There is only one data source remaining, which is the one with pretty much all customer consumption patterns (MOU, MB, number of monthly calls...). We just have to read it, and join it with `acFinalPrepago`:

In [6]:
# We will read raw_es.vf_pre_info_tarif.
# The columns that we care about are the following:

useful_columns_from_tarificadorPre = ['MSISDN',
                                      'MOU',
                                      'TOTAL_LLAMADAS',
                                      'TOTAL_SMS',
                                      'MOU_Week',
                                      'LLAM_Week',
                                      'SMS_Week',
                                      'MOU_Weekend',
                                      'LLAM_Weekend',
                                      'SMS_Weekend',
                                      'MOU_VF',
                                      'LLAM_VF',
                                      'SMS_VF',
                                      'MOU_Fijo',
                                      'LLAM_Fijo',
                                      'SMS_Fijo',
                                      'MOU_OOM',
                                      'LLAM_OOM',
                                      'SMS_OOM',
                                      'MOU_Internacional',
                                      'LLAM_Internacional',
                                      'SMS_Internacional',
                                      'ActualVolume',
                                      'Num_accesos',
                                      'Plan',
                                      'Num_Cambio_Planes',
                                      #'TOP_Internacional', # No idea of what is
                                      'LLAM_COMUNIDAD_SMART',
                                      'MOU_COMUNIDAD_SMART',
                                      'LLAM_SMS_COMUNIDAD_SMART',
                                      'Flag_Uso_Etnica',
                                      'cuota_SMART8',
                                      'cuota_SMART12',
                                      'cuota_SMART16']

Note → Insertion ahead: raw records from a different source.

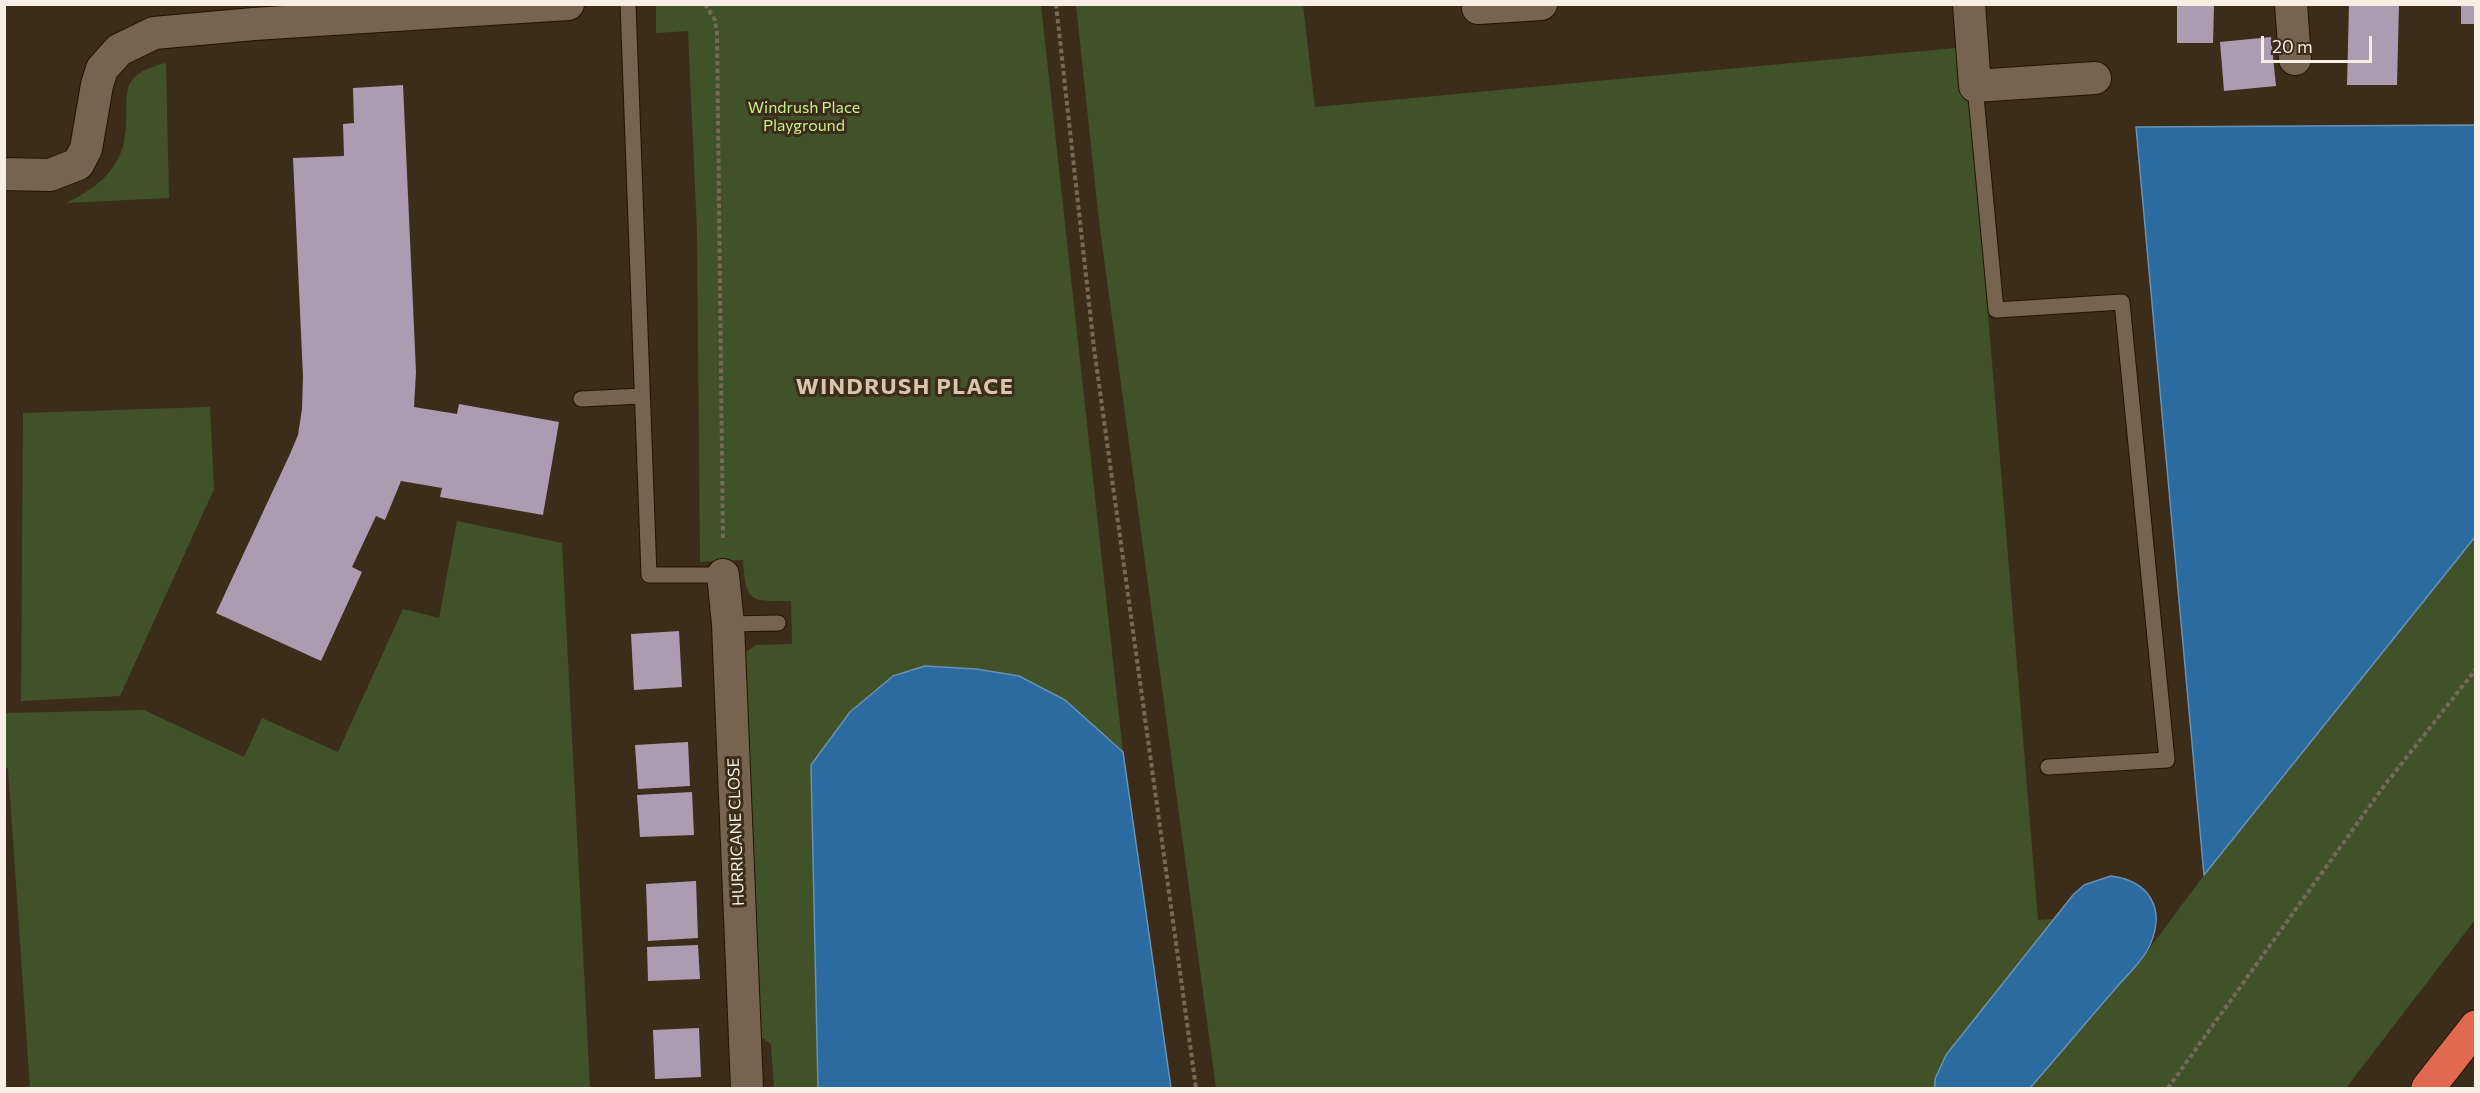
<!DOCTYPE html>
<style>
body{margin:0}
#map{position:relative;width:2480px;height:1093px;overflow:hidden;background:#3c2c1a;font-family:Commissioner,sans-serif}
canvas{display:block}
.frame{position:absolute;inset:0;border:6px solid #f8eee3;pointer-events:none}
.scale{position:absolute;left:2261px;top:36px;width:111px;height:27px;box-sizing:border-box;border:3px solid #f8eee3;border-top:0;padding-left:8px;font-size:18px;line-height:21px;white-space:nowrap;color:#f8eee3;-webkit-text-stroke:4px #3c2c1a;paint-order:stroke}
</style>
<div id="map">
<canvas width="2480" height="1093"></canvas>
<div class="frame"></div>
<div class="scale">20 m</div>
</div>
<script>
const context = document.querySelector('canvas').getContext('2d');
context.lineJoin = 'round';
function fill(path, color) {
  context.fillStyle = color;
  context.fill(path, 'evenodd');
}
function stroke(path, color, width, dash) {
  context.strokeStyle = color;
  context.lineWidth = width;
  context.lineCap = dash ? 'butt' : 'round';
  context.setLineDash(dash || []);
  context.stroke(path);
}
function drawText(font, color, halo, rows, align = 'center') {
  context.font = font + ' Commissioner,sans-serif';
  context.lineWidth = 6;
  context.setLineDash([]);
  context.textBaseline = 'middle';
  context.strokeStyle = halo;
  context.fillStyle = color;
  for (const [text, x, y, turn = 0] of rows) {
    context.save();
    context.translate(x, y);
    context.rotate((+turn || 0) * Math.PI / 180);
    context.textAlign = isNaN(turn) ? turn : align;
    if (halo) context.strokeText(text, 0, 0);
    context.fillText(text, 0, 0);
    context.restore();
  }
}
fill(new Path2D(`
 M656,5H1041L1123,752L1065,700L1019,676L976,669L925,666L893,676L850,712L811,765L818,1088H774L771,1044L758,1035L743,654L756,645L792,644L791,601C750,601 746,604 743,560L700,562L697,232L688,31L656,33Z
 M1076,5H1303L1315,107L1966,47L2038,920L2054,919L1946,1055L1935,1079V1088H1216L1099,221Z
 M166,63L169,198L66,203C93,190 117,173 124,142C133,101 110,76 166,63Z
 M210,407L214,489L120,696L21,701L23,413Z
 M457,521L562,543L590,1088H30L8,768H5V713L144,710L244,757L262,718L338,752L403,609L439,618Z
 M2475,537V920L2346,1088H2030L2147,952L2204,875Z`), '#415229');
const water = new Path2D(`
 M2475,125V537L2204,875L2136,127Z
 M925,666L976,669L1019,676L1065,700L1123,752L1171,1088H818L811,765L850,712L893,676Z
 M2111,876C2149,881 2166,908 2150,945C2143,961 2127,975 2116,988C2087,1021 2059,1055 2030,1088H1935V1079L1946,1055L2073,895L2084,885Z`);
fill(water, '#2b6ba0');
stroke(water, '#6892b4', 1.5);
fill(new Path2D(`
 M2349,4L2399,5L2397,85H2347Z
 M2461,4H2476V24H2461Z
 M2177,6H2214L2213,43H2177Z
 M2271,37L2276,86L2224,91L2220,42Z
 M403,85L416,372L414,407L457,414L459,404L559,422L543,515L440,497L442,488L401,481L385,520L376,516L352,567L362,572L321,661L216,613L290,454L298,435L302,409L303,377L293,158L344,156L343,124L354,123L353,88Z
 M679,631L682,687L634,690L631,634Z
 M688,742L690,786L638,789L635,745Z
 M692,792L694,835L640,837L637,795Z
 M696,881L698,938L648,941L646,884Z
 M698,945L700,979L648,981L647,947Z
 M699,1028L701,1077L655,1079L653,1030Z`), '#ad9bb1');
const lane = new Path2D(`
 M628,4L649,575H723
 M1975,86L1996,310L2122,302L2167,760L2048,767
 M581,399L641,396
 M728,624L778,623`);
const street = new Path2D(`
 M1969,4L1975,86L2095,78
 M2291,4L2295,59
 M1478,8L1541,4
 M4,174L50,175L78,164L86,149L97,85L102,69L119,50L154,33L254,24L568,4
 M723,575L728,624L747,1088`);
const highway = new Path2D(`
 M2428,1088L2476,1027`);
stroke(lane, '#221403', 17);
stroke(street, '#221403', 34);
stroke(highway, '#221403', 35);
stroke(new Path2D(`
 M705,4L715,20L717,33L723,541
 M1056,4L1094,348L1196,1088
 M2168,1088L2384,786L2476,669`), '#776959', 4, [4.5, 3]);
stroke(lane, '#766450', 15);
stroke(street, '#766450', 32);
stroke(highway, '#e1694f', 33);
drawText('16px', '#c6f18c', '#3c2c1a', [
 ["Windrush Place",804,108],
 ["Playground",804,126]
]);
drawText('16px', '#f8eee3', '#3c2c1a', [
 ["HURRICANE CLOSE",736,832,-92]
]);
context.letterSpacing = '1.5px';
drawText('bold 22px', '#d9c5af', '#3c2c1a', [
 ["WINDRUSH PLACE",905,387]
]);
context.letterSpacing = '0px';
</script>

# Read raw_es.vf_pre_info_tarif + yyyymm predicates + 
# column selection:
tarificadorPre = (spark.read.table("raw_es.vf_pre_info_tarif")
                  .where((col("year") == int(month_for_getting_prepaid_data[:4]))
                         & (col("month") == int(month_for_getting_prepaid_data[4:]))
                        )
                  .select(*useful_columns_from_tarificadorPre)
                 )

# Good old repartition for underpartitioned tables:
tarificadorPre = tarificadorPre.repartition(int(tarificadorPre.count() / 500)+1)

# Just as it happend with Nationlity column,
# Plan is a column with very high cardenality.
# We will replace any category not included
# in the following list with "Other":
plan_categories = ['PPIB7',
                   'PPFCL',
                   'PPIB4',
                   'PPXS8',
                   'PPIB8',
                   'PPIB9',
                   'PPTIN',
                   'PPIB1',
                   'PPVIS',
                   'PPREX',
                   'PPIB5',
                   'PPREU',
                   'PPRET',
                   'PPFCS',
                   'PPIB6',
                   'PPREY',
                   'PPVSP',
                   'PPIB2',
                   'PPIB3',
                   'PPRE2',
                   'PPRE5',
                   'PPVE2',
                   'PPVE1',
                   'PPRES',
                   'PPJ24',
                   'PPVE3',
                   'PPJAT',
                   'PPJMI']

tarificadorPre_2 = tarificadorPre.withColumn("Plan",
                                             when(col("Plan").isin(plan_categories),
                                                  col("Plan")
                                                 ).otherwise(lit("Other"))
                                            )

In [7]:
# Only one step left:
prepaid_dataset_1 = acFinalPrepago.join(tarificadorPre_2,
                                        how="inner",
                                        on="MSISDN").persist(StorageLevel.DISK_ONLY_2)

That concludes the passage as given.